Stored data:

*** Block opens ***

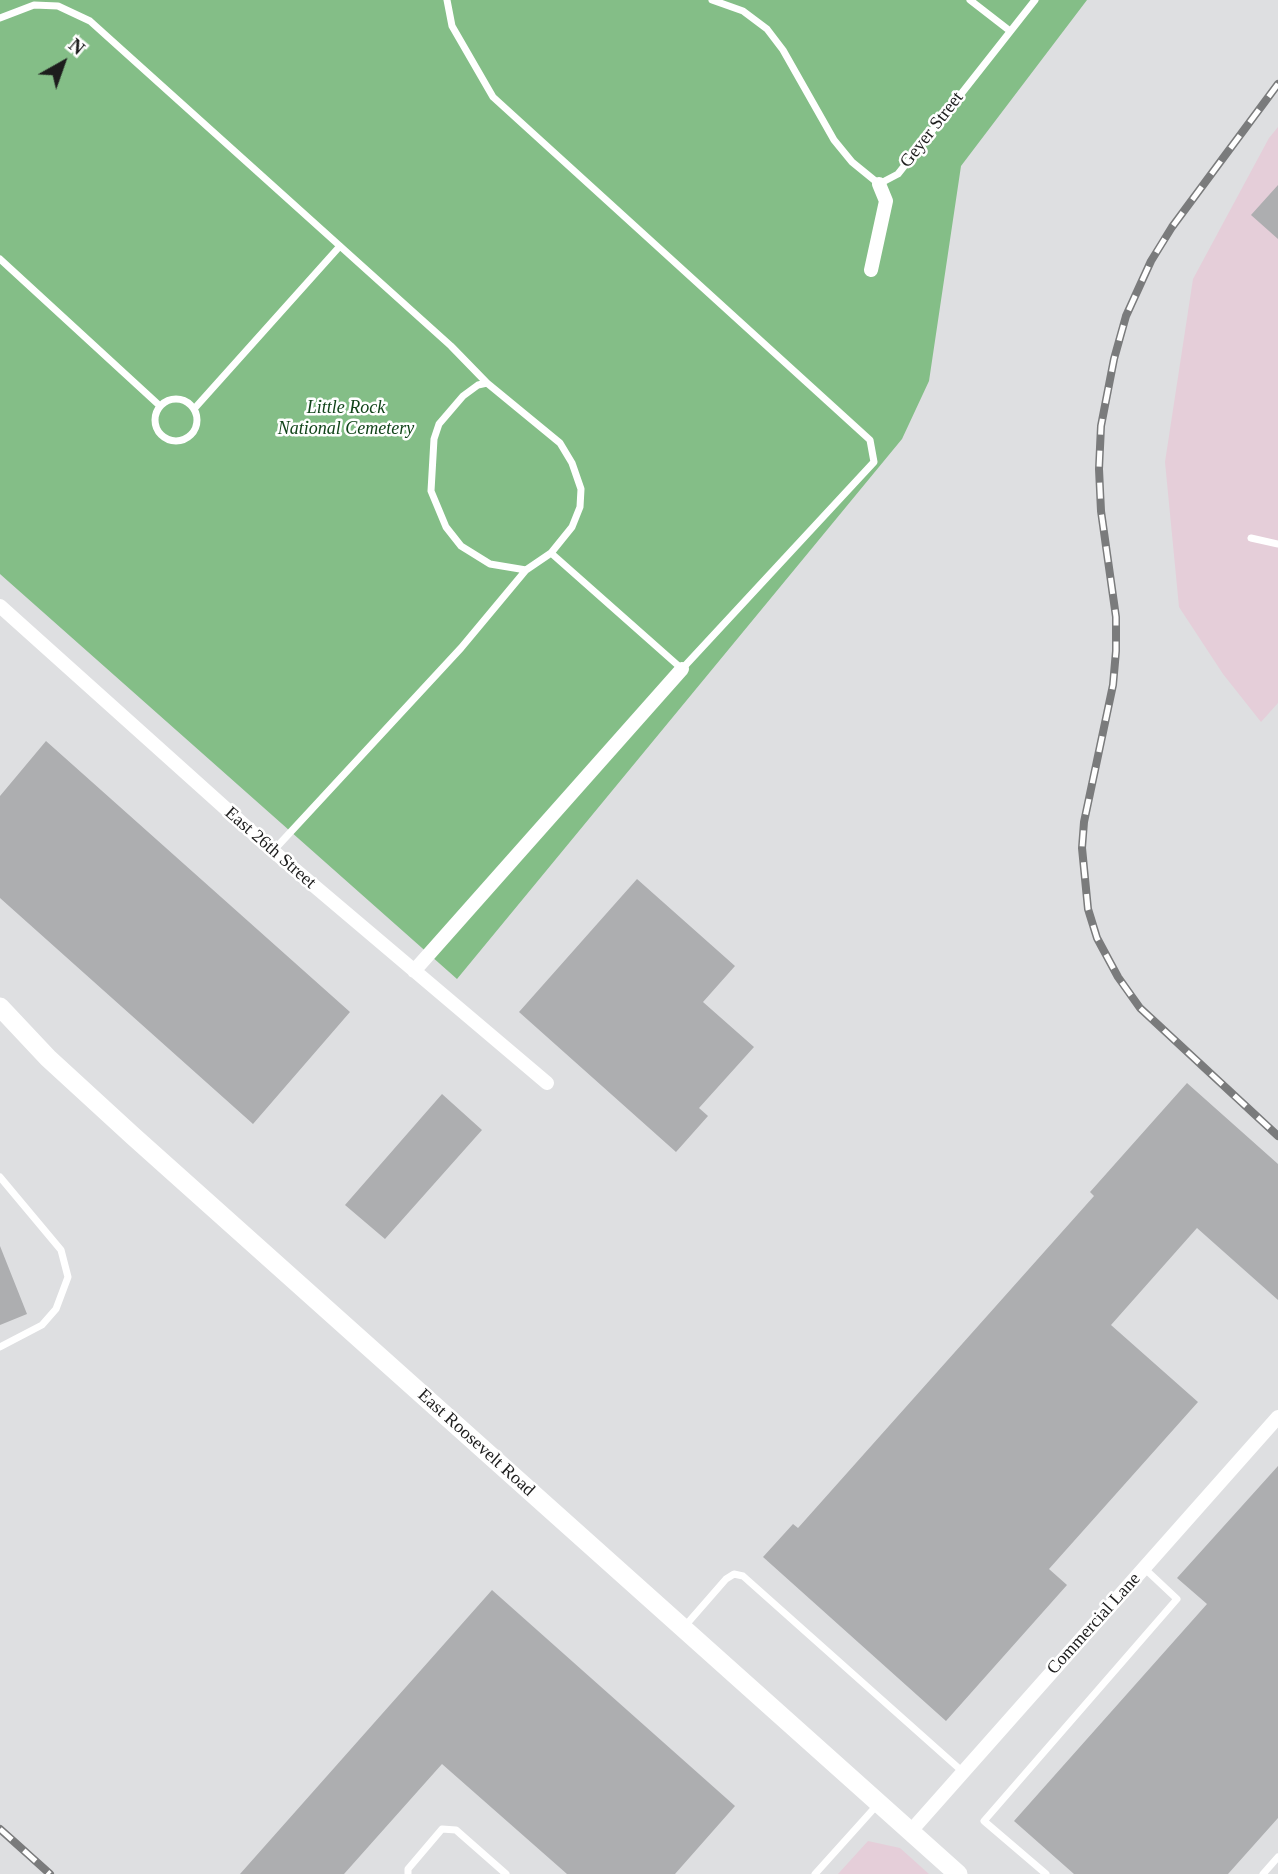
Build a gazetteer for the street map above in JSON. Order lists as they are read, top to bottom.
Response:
{
  "streets": {
    "main road": ["East Roosevelt Road"],
    "street": ["East 26th Street", "Commercial Lane"],
    "lane": ["Geyer Street"]
  },
  "crossings": [
    ["East Roosevelt Road", "Commercial Lane"]
  ],
  "parks": ["Little Rock National Cemetery"],
  "north": "top right"
}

*** Block closes ***

**YOUR TASK:**
Leave out the pictures and transcribe the entries above exactly.

**TASK SOLUTION:**
Build a gazetteer for the street map above in JSON. Order lists as they are read, top to bottom.
Response:
{
  "streets": {
    "main road": ["East Roosevelt Road"],
    "street": ["East 26th Street", "Commercial Lane"],
    "lane": ["Geyer Street"]
  },
  "crossings": [
    ["East Roosevelt Road", "Commercial Lane"]
  ],
  "parks": ["Little Rock National Cemetery"],
  "north": "top right"
}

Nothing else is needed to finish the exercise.